Hands on Tensorflow Data Validation

Vincent Teyssier
Towards Data Science
8 min readSep 13, 2018

--

Google just released their new piece for an end to end big data platform, TFDV! One of the big pain in data science is to handle data quality issue, ie data validation. Let’s see how google delivers on this first version and how useful this new library is.

1. Installation

Quite a standard installation process via pip, however make sure you have pre-installed a few dependencies to be sure it compiles without issues. In my case, on Ubuntu 16.04, I was missing python-dev and python-snappy for faster performance. Bazel is also good to have if you start to use TFX libraries.

sudo apt-get install python-dev python-snappy
pip install tensorflow-data-validation

This TFDV being a rather new library, the documentation is pretty…. inexistant, so I strongly advise you to clone the repository and look at what parameters each function you use are accepting.

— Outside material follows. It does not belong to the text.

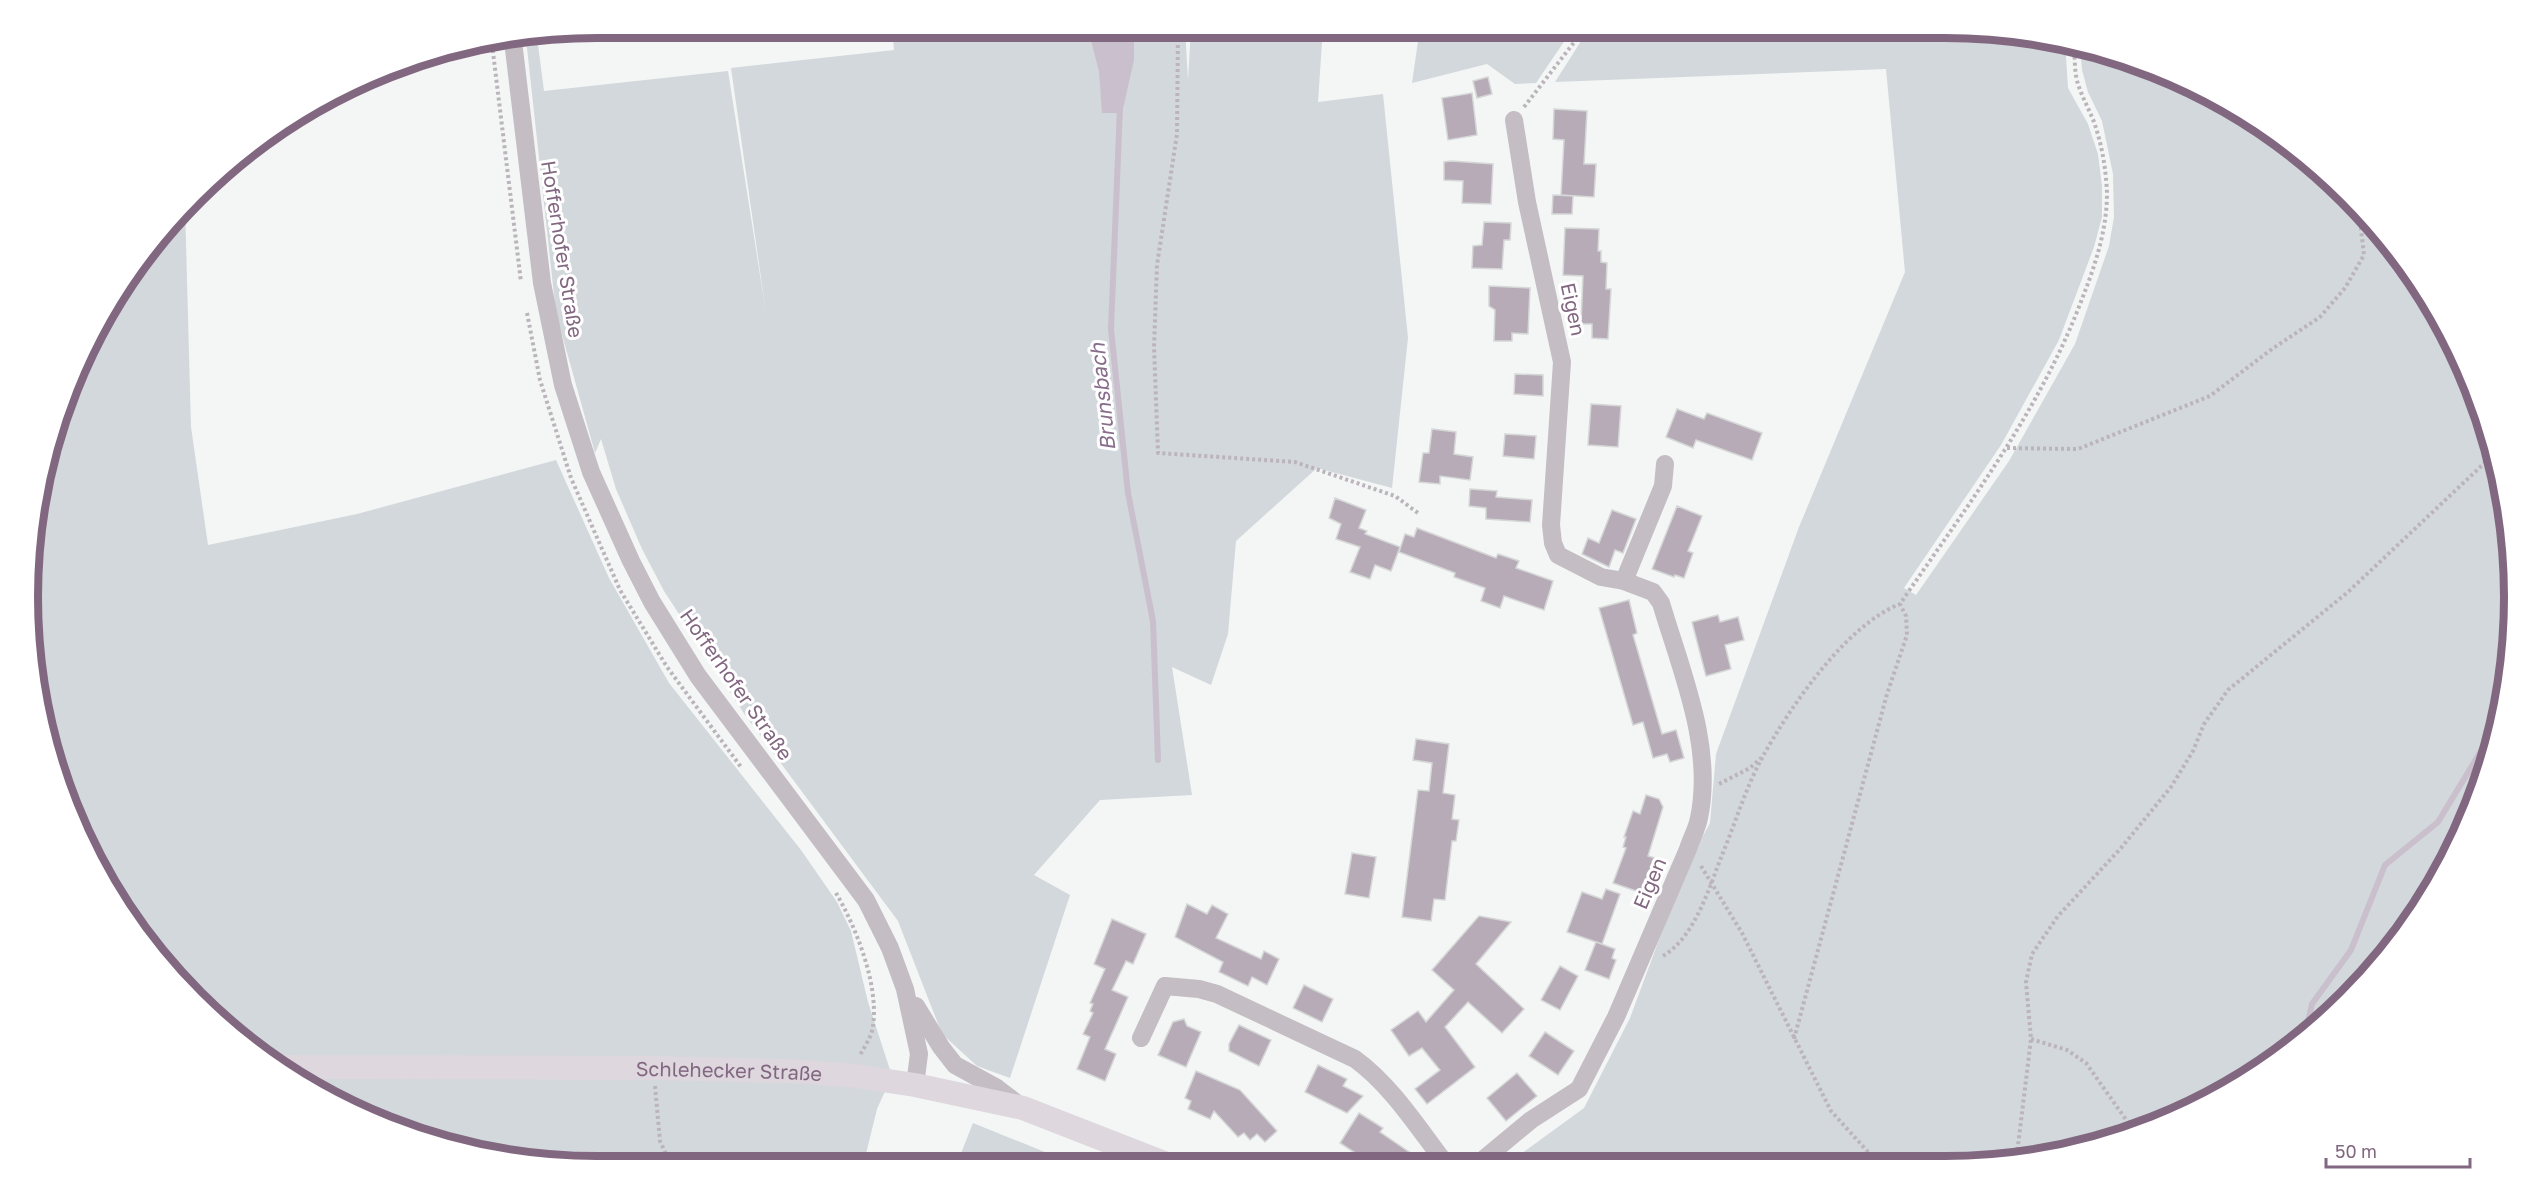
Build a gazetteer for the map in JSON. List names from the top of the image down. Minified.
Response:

2. Loading data and generating statistics:

No rocket science here, we first import the library, and the first step in your dataset analysis/validation is to generated_statistics on your dataset. I will load a csv here and specify a separator, but you can also load a TFRecords instead. For convenience here is both function definition headers:

import tensorflow_data_validation as tfdvdef generate_statistics_from_csv(
data_location,
column_names = None,
delimiter = ‘,’,
output_path = None,
stats_options = stats_api.StatsOptions(),
pipeline_options = None,):
...def generate_statistics_from_tfrecord(
data_location,
output_path = None,
stats_options = stats_api.StatsOptions(),
pipeline_options = None,):

Let’s load and generate our stats:

BASE_DIR = os.getcwd()
DATA_DIR = os.path.join(BASE_DIR, 'data')
TRAIN_DATA = os.path.join(DATA_DIR, 'train.csv')
train_stats = tfdv.generate_statistics_from_csv(TRAIN_DATA, delimiter=';')

First thing to notice is that the operation is quite memory intensive. My dataset was only a 86Mb csv file, but the RAM usage went up by nearly 1Gb, so make sure you have a lot of RAM available!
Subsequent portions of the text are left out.